▶ [What is required]
When the line containing "ctx.strokeStyle = halo;" appears in the data below, begin copying there and stop only after the line containing "M197,0H310L297,28L283,21L265,60L213,36L204,28L205,26L190,15Z".

*** Extracted material ***

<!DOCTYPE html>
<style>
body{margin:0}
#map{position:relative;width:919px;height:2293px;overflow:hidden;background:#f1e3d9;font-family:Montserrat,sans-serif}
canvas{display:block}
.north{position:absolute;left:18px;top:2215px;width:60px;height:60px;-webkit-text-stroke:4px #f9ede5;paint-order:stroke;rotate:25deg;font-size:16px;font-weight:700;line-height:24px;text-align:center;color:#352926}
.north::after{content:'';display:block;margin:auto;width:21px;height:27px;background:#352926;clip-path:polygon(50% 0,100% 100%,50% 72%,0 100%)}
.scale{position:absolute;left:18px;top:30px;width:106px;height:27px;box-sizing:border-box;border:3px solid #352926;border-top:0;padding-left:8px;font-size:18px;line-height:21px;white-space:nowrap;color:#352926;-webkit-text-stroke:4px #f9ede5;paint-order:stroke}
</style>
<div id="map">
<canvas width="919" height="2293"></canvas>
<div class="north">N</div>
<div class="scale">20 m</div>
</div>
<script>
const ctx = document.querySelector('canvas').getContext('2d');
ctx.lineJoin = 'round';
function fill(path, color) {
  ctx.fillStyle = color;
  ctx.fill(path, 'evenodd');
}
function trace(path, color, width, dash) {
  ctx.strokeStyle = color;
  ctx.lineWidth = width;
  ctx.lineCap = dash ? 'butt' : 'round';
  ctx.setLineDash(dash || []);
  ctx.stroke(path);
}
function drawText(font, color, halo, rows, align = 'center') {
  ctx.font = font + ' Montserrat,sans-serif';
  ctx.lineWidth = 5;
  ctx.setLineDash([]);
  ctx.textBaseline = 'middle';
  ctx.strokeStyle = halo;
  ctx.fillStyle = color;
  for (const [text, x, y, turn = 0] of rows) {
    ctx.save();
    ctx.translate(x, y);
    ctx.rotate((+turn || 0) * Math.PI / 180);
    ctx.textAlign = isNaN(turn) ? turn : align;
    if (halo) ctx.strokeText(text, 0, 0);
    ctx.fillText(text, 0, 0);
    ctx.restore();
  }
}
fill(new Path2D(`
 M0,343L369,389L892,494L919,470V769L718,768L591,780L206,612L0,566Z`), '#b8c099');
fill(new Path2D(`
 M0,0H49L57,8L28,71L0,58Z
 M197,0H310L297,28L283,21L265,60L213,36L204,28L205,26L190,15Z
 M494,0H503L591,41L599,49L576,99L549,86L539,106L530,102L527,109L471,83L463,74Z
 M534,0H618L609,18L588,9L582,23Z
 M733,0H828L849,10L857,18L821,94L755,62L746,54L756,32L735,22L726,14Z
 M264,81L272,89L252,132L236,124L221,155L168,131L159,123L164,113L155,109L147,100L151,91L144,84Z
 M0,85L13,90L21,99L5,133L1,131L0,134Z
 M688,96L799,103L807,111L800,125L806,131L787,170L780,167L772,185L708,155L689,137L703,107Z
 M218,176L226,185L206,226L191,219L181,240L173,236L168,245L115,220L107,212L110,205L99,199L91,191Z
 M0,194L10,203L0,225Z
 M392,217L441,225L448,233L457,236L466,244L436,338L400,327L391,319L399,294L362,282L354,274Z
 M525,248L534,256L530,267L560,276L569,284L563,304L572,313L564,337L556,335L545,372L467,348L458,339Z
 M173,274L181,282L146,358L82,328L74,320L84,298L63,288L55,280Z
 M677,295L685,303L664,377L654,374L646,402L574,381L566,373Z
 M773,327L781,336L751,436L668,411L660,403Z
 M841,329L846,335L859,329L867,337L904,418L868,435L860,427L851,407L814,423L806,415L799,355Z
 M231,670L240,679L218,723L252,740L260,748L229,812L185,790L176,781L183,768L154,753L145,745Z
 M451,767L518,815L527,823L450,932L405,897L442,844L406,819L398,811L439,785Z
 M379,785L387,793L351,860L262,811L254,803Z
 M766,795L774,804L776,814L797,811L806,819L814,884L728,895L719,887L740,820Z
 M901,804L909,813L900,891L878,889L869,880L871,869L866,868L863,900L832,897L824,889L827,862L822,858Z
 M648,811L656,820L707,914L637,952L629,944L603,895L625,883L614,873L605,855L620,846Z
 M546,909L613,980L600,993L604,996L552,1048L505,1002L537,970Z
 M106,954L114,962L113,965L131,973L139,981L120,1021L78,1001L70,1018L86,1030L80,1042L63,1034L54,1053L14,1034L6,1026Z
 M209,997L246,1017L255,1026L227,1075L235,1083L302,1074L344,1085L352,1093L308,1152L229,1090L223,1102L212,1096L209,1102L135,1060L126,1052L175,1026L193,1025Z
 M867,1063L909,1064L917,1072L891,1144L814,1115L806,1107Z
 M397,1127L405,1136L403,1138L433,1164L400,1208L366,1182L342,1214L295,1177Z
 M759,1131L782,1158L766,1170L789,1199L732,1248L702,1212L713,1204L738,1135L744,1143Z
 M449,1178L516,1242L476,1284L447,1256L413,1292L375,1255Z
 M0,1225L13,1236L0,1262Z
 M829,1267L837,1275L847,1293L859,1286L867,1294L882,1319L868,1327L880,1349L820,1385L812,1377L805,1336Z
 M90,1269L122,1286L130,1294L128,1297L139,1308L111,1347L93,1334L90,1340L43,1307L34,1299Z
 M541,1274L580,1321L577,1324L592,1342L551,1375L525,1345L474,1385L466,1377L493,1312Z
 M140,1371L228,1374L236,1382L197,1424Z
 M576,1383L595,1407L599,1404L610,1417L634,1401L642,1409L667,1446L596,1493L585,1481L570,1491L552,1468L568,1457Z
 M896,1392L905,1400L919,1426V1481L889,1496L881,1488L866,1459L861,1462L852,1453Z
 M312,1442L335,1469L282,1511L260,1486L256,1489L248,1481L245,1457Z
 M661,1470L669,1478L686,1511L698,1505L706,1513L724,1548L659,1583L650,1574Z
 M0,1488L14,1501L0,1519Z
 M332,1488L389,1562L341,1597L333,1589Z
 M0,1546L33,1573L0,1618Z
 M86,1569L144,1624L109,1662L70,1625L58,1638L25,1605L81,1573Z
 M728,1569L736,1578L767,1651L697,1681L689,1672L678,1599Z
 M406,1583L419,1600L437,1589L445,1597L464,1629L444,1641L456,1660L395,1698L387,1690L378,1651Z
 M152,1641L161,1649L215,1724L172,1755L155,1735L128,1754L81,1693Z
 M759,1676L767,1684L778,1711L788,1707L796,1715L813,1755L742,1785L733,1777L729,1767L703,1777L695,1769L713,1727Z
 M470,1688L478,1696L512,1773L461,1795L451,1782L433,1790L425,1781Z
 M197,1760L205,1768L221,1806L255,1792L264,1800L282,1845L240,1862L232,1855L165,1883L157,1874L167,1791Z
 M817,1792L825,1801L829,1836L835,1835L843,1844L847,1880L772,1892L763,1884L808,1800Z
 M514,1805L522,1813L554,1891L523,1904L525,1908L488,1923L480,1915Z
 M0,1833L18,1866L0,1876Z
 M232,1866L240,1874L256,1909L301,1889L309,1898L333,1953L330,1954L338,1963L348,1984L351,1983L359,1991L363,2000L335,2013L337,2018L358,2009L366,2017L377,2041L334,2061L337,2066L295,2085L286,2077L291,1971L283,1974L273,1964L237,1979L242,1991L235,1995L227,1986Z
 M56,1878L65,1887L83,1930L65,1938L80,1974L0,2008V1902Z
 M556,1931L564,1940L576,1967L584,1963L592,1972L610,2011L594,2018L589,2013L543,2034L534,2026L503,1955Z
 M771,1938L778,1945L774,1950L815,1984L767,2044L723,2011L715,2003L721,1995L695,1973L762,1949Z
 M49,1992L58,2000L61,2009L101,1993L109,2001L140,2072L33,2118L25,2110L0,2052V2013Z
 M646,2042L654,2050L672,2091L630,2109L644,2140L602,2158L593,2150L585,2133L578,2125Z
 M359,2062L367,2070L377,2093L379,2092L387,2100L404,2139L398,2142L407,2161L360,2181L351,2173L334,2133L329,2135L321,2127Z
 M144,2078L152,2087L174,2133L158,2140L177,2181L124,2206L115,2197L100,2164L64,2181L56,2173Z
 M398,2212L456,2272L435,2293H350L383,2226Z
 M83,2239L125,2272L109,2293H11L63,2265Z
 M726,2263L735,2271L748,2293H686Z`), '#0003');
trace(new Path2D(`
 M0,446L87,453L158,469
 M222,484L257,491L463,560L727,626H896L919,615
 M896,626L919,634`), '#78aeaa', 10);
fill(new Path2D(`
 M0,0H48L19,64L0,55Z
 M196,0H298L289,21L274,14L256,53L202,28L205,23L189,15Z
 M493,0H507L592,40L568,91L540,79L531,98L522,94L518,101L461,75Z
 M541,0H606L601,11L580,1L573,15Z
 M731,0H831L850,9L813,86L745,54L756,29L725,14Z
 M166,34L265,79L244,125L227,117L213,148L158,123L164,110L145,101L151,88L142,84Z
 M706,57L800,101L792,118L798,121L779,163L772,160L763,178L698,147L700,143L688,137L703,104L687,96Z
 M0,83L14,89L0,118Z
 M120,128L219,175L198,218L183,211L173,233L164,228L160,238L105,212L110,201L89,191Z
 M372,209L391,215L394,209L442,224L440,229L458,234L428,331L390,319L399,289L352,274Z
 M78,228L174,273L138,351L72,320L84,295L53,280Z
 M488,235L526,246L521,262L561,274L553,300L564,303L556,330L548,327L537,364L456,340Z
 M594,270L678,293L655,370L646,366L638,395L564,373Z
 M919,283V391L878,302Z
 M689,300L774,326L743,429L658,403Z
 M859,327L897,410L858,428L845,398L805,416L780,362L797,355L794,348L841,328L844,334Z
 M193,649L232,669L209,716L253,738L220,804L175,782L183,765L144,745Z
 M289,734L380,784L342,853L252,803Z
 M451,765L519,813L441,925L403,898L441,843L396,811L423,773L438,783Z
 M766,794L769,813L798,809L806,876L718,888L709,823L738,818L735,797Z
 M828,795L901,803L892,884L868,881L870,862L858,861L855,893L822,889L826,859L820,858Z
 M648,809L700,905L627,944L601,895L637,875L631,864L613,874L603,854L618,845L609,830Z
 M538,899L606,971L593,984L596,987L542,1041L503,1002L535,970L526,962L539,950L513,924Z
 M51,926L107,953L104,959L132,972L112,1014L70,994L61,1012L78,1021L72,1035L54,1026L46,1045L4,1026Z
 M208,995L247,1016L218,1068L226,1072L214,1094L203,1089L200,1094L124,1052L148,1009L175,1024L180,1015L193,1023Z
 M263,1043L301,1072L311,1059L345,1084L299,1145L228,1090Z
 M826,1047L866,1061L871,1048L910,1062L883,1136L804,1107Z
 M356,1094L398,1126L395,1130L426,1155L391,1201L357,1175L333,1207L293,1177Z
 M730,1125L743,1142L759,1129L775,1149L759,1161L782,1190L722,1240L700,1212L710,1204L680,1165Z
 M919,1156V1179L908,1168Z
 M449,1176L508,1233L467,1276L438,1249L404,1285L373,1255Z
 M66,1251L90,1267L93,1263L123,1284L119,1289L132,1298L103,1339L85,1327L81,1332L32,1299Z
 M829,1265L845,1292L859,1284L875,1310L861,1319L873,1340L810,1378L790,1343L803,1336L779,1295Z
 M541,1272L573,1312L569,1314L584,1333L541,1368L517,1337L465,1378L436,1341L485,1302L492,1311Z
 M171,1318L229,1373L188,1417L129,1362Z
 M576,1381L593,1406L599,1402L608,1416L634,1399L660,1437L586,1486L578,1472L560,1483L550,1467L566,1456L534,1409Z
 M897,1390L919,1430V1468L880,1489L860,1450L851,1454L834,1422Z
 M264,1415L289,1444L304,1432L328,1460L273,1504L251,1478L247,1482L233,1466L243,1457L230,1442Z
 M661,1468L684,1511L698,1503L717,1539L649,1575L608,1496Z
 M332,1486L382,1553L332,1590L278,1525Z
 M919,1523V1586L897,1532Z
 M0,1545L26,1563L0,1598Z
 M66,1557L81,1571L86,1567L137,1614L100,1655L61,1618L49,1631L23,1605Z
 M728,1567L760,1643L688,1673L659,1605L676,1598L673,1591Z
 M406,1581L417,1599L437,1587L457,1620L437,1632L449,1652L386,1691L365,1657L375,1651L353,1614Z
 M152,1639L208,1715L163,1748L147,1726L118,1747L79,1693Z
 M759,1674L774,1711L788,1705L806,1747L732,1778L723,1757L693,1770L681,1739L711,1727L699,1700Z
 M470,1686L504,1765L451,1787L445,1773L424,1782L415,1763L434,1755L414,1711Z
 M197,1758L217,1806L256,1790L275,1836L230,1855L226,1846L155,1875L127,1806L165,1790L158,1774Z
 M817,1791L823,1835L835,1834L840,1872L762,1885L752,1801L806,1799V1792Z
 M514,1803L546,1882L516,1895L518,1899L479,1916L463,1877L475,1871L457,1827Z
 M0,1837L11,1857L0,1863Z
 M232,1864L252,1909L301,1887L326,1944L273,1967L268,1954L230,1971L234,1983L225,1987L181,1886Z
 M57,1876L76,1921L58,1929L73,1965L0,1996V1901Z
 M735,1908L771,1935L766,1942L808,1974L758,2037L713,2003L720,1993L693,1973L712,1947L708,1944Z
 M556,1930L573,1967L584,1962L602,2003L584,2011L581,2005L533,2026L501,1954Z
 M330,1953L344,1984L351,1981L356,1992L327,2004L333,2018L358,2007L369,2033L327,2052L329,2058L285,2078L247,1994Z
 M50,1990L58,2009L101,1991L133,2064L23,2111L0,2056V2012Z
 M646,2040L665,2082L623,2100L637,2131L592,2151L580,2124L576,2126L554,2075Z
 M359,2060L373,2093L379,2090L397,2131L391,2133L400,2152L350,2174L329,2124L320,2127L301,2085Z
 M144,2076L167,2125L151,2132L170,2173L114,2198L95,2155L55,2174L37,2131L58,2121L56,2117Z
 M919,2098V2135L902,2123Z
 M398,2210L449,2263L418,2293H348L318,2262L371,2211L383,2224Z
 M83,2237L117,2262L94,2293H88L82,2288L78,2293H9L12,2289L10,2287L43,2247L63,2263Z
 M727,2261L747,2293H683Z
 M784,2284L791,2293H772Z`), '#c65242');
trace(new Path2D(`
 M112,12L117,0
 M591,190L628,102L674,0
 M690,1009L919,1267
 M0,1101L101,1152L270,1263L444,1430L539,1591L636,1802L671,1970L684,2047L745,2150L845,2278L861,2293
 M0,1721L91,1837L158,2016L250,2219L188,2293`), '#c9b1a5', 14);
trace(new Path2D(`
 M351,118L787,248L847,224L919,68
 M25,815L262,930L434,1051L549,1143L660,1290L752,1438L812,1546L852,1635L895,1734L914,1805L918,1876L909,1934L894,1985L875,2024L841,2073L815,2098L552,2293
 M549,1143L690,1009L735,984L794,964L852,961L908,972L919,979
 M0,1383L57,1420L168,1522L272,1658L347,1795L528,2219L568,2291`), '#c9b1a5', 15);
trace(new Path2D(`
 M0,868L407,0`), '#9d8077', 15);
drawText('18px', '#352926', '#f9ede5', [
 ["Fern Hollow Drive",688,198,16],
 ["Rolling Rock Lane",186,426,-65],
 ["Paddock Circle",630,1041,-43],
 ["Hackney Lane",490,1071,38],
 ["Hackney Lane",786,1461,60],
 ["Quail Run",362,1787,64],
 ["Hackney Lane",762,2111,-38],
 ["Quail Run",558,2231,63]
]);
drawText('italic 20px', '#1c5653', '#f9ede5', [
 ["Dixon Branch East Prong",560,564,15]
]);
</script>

***

▶ [Solution]
  ctx.strokeStyle = halo;
  ctx.fillStyle = color;
  for (const [text, x, y, turn = 0] of rows) {
    ctx.save();
    ctx.translate(x, y);
    ctx.rotate((+turn || 0) * Math.PI / 180);
    ctx.textAlign = isNaN(turn) ? turn : align;
    if (halo) ctx.strokeText(text, 0, 0);
    ctx.fillText(text, 0, 0);
    ctx.restore();
  }
}
fill(new Path2D(`
 M0,343L369,389L892,494L919,470V769L718,768L591,780L206,612L0,566Z`), '#b8c099');
fill(new Path2D(`
 M0,0H49L57,8L28,71L0,58Z
 M197,0H310L297,28L283,21L265,60L213,36L204,28L205,26L190,15Z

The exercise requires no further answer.